(Beginning of Given entries)

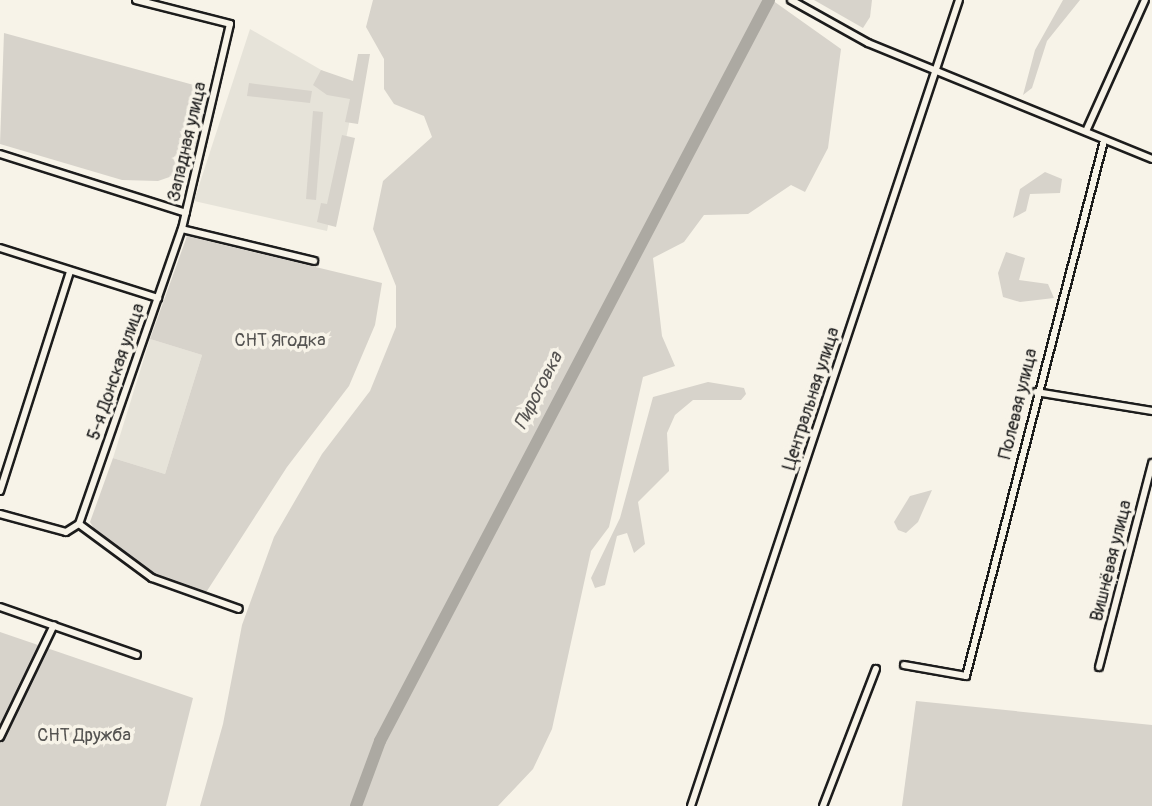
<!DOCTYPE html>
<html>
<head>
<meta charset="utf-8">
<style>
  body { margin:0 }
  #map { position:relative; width:1152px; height:806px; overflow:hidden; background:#f7f3e8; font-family:Pangolin,sans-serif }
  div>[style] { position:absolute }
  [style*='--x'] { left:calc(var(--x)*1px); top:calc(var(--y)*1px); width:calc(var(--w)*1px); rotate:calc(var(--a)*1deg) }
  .built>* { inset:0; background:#e6e3d9 }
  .green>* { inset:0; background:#d7d3cb }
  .river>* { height:12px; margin:-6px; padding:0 6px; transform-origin:6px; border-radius:6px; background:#aca9a2 }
  .roads { filter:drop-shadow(2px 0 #1c1c1c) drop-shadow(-2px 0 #1c1c1c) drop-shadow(0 2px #1c1c1c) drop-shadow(0 -2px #1c1c1c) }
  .street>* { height:6px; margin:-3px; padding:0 3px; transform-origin:3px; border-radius:3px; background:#f7f3e8 }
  span { translate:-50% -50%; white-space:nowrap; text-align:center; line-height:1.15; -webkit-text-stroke:7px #f7f3e8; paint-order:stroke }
  .street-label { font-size:18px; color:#1c1c1c }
  .park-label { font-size:18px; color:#545351 }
  .water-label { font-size:19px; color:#565452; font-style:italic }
</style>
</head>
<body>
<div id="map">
  <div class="built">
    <div style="clip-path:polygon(250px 29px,356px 90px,327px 231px,194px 201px)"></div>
    <div style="clip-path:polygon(150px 339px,202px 355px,165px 474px,113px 458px)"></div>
  </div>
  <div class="green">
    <div style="clip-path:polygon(373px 0,772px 0,841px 49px,828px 148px,805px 192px,791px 185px,748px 214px,704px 215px,684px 242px,653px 258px,662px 336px,675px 366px,643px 377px,609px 527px,591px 551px,552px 729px,533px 769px,498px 806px,200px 806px,223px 724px,242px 625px,274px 537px,322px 454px,370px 391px,396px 327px,396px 286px,373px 229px,383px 181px,432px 137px,424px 116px,394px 104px,384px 89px,384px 59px,366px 27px)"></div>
    <div style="clip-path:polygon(814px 0,872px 0,870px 17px,863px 28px)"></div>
    <div style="clip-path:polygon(1063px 0,1080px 0,1047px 41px,1032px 88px,1023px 95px,1035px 50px)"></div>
    <div style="clip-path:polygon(4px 33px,212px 90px,192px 162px,184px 172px,158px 181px,122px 180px,0 144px)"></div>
    <div style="clip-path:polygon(358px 54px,370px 54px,358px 124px,345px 122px,350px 99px,327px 95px,313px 85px,321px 70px,353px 81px)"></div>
    <div style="clip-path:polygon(249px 83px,312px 91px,310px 103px,247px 96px)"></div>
    <div style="clip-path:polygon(313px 111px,323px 112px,316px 200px,306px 199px)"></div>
    <div style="clip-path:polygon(342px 135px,355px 138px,336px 227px,317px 222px,321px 203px,327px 204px)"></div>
    <div style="clip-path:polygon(1045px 172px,1062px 179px,1060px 193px,1030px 194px,1026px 211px,1013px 218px,1020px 189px)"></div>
    <div style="clip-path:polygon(187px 236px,382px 283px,375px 325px,349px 386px,287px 467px,205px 594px,150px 573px,103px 543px,90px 522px,113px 458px,165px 474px,202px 355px,150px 339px)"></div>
    <div style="clip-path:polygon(1006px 252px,1025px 258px,1019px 280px,1048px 284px,1054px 298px,1020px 302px,1003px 297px,998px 273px)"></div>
    <div style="clip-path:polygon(708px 382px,744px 388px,746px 394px,741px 400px,693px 400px,675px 415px,667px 433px,669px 471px,638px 502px,645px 544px,634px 553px,627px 533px,617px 536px,605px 585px,595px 588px,591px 578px,620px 518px,653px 397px)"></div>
    <div style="clip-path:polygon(932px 490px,918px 522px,906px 533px,898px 530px,894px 522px,910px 496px)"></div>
    <div style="clip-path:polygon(0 632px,193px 698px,166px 806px,0 806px)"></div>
    <div style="clip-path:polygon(916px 701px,1152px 725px,1152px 806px,902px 806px)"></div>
  </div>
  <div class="river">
    <div style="--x:356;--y:806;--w:69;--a:-69.7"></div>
    <div style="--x:380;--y:741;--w:837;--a:-62.3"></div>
  </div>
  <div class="roads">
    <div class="street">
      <div style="--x:136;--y:0;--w:97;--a:14.3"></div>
      <div style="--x:230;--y:24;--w:211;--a:103.2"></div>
      <div style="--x:182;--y:229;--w:136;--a:13.6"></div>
      <div style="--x:791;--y:0;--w:88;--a:29.2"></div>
      <div style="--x:868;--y:43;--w:307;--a:22.2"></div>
      <div style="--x:1087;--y:129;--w:141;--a:-65.8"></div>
      <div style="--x:0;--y:154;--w:195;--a:17.6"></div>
      <div style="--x:0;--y:248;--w:166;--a:17.6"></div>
      <div style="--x:1036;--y:392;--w:118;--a:9.3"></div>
      <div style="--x:0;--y:491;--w:231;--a:-72.3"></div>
      <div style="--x:0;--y:514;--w:68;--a:15.3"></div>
      <div style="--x:66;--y:532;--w:15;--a:-32"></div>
      <div style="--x:79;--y:524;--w:91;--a:36.5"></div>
      <div style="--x:152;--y:578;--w:92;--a:19.6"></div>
      <div style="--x:79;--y:524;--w:312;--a:-70.8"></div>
      <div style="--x:0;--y:607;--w:145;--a:19.3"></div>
      <div style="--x:904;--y:665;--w:63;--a:10.1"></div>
      <div style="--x:966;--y:676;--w:553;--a:-75.54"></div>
      <div style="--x:1099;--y:667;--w:211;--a:-75.4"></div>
      <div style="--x:0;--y:737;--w:124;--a:-64.3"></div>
      <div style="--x:691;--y:806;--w:849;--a:-71.61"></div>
      <div style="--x:823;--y:806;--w:147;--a:-68.9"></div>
    </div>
  </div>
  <div class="street-label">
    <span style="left:188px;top:142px;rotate:-77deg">Западная улица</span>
    <span style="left:117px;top:372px;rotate:-71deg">5-я Донская улица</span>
    <span style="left:812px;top:399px;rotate:-72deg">Центральная улица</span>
    <span style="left:1019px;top:404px;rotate:-76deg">Полевая улица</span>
    <span style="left:1112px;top:561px;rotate:-76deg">Вишнёвая улица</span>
  </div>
  <div class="park-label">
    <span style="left:280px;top:341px">СНТ Ягодка</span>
    <span style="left:84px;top:736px">СНТ Дружба</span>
  </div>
  <div class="water-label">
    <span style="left:539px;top:391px;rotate:-63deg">Пироговка</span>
  </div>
</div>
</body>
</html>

(End of Given entries)

Task brief: Gather each line from the listing above that holds "width".

Response area:
  #map { position:relative; width:1152px; height:806px; overflow:hidden; background:#f7f3e8; font-family:Pangolin,sans-serif }
  [style*='--x'] { left:calc(var(--x)*1px); top:calc(var(--y)*1px); width:calc(var(--w)*1px); rotate:calc(var(--a)*1deg) }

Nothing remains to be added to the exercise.